In Hedley Byrne and Co. Ltd. v Heller and Partners Ltd., supra, the final definition of the liability which would have [*9] existed in the absence of the saving words imposes the requirement that there should be on the part of the defendant an express or implied acceptance of responsibility to the plaintiff or to a class of persons to which the plaintiff belonged: see Lord Devlin, at ([1964] AC) pp. 529-30, Lord Hodson, at p. 534, and Lord Pearce, at p. 539. It was said in argument that legal thought had moved on since the decision of that case in 1964, and no doubt this is true. Certainly what has happened since 1932 in the area covered by Donoghue v Stevenson and since 1964 in the area of careless representation and advice is that what was once novel has become familiar, has been explored with greater confidence, and has been found to have wider boundaries than might once have seemed likely. But in each case the question which has had to be answered is whether there was a duty, and not merely the question whether injury could have been foreseen: Pratt and Goldsmith v Goldsmith, [1975] VR 378, at pp. 386-7.

In the second case, Dorset Yacht Co. Ltd. v Home Office, [1970] AC 1004; [1970] 2 All ER 294 the House of Lords held that the Home Office was liable to property owners [*10] for damage done by boys who had left a Borstal camp where they were detained. Lord Pearson, at ([1970] AC) p. 1054, and Lord Diplock, at p. 1060, state in strong terms the limitations of Lord Atkin’s “aphorism” while in no way understating its significance in the law generally. At p. 1061, Lord Diplock said that if the aphorism were of general application it would by itself have disposed of the problems in Hedley Byrne and Co. Ltd. v Heller, except that of disclaimer. It may be noted that on the same page his Lordship pointed out that if the defendant were involved in two separate neighbour relations, conflicting duties might arise.

At ([1970] AC) p. 1027; ([1970] 2 All ER) p. 297 Lord Reid said of the aphorism: “It is not to be treated as if it were a statutory definition. It will require qualification in new circumstances.
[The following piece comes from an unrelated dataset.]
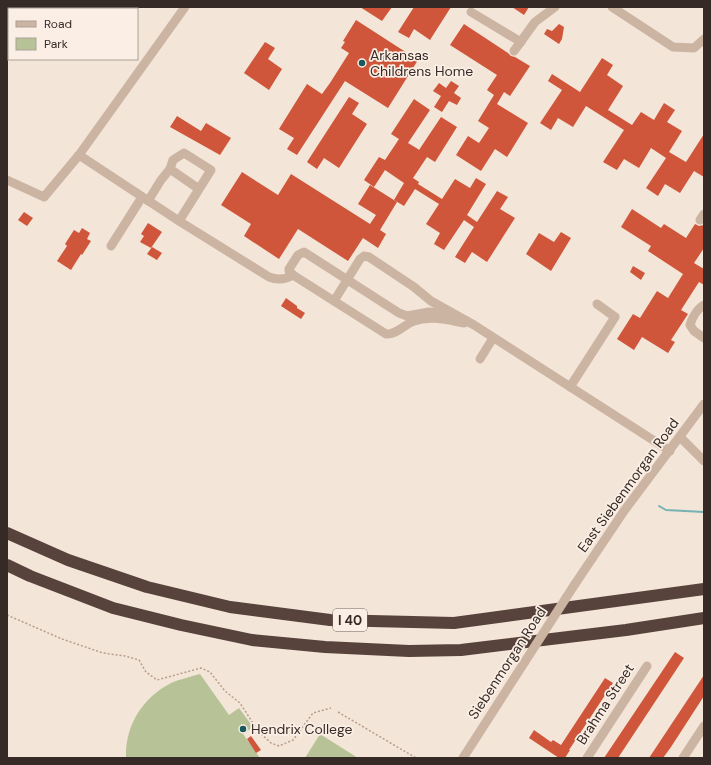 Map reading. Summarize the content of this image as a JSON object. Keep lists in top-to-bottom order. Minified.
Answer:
{"streets":{"highway":["I 40"],"street":["East Siebenmorgan Road","Siebenmorgan Road","Brahma Street"]},"crossings":[["East Siebenmorgan Road","Siebenmorgan Road"]],"places":["Arkansas Childrens Home","Hendrix College"],"legend":["Road","Park"]}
But I think that the time has come when we can and should say that it ought to apply unless there is some justification or valid explanation for its exclusion.”

This observation is significant in relation to a later statement by Lord Wilberforce, but Lord Reid was careful to point, in effect, to the fact that he was dealing with a case of physical damage [*11] to property and not with a case of economic loss or of a failure to assist.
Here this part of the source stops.